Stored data
----------------------------------------

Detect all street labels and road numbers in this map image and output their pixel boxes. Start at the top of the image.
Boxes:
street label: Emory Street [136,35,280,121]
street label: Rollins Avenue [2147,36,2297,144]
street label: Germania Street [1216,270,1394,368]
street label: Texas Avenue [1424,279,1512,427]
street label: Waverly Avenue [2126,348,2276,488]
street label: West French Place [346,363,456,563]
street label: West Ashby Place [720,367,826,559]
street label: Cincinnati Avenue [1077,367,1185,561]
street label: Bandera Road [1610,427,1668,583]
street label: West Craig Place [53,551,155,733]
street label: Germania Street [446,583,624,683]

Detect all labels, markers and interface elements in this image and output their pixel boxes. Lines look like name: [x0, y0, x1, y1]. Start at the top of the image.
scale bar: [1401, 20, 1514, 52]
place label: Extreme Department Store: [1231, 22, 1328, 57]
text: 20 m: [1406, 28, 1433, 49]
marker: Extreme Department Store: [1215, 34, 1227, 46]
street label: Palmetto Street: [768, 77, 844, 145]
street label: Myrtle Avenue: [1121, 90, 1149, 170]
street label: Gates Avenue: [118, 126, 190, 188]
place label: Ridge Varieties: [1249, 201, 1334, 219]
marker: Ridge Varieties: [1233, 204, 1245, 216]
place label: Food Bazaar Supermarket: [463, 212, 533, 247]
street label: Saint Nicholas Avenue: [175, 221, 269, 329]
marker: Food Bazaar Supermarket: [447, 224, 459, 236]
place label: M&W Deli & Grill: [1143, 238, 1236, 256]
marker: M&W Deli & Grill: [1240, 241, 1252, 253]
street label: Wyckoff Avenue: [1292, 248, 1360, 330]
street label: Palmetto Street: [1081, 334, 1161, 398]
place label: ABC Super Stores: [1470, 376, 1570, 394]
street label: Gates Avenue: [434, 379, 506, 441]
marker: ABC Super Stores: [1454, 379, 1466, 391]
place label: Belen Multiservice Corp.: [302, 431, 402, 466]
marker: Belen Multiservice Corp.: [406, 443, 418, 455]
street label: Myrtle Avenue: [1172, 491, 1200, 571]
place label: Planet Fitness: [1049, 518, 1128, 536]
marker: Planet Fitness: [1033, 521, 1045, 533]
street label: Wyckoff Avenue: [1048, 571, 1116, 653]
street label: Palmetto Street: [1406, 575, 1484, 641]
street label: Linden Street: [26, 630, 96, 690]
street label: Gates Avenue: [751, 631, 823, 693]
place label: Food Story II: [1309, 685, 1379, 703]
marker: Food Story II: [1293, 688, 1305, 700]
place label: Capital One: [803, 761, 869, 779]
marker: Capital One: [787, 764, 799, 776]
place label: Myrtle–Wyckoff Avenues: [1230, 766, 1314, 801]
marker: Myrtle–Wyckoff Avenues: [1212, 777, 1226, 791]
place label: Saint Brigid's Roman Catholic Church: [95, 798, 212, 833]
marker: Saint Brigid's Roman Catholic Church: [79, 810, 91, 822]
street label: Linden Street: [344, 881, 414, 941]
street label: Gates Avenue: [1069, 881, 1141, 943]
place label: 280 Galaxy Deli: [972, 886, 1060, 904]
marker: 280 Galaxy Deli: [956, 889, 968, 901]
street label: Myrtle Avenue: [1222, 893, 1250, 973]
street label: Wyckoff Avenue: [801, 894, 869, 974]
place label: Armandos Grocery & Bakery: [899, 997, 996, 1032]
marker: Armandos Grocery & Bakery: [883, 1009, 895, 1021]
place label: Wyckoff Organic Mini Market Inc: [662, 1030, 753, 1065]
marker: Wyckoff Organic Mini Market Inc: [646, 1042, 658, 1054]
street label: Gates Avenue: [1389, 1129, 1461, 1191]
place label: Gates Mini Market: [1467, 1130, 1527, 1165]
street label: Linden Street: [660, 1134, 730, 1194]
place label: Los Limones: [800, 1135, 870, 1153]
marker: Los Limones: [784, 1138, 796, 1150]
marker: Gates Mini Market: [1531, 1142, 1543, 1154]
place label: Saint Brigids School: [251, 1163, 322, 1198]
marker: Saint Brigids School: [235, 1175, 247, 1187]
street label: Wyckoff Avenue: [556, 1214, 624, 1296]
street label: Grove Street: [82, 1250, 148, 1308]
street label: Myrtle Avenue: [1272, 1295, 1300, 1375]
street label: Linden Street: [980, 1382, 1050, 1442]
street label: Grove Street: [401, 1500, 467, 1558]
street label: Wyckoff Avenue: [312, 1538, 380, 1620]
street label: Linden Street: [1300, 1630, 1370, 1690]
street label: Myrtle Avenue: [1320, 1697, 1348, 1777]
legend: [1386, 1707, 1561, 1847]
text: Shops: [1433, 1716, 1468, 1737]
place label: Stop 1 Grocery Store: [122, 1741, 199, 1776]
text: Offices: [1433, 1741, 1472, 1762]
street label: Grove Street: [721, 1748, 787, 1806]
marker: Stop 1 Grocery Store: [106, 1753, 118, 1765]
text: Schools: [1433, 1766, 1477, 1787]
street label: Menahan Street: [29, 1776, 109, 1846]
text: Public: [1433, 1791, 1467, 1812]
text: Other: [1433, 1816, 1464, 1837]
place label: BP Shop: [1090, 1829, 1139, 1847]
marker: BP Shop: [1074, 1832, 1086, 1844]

----------------------------------------

* [How to complete this task]: Using the records above, count the lines that hold the string "Fitness", and give back only the result.

* [Response]: 2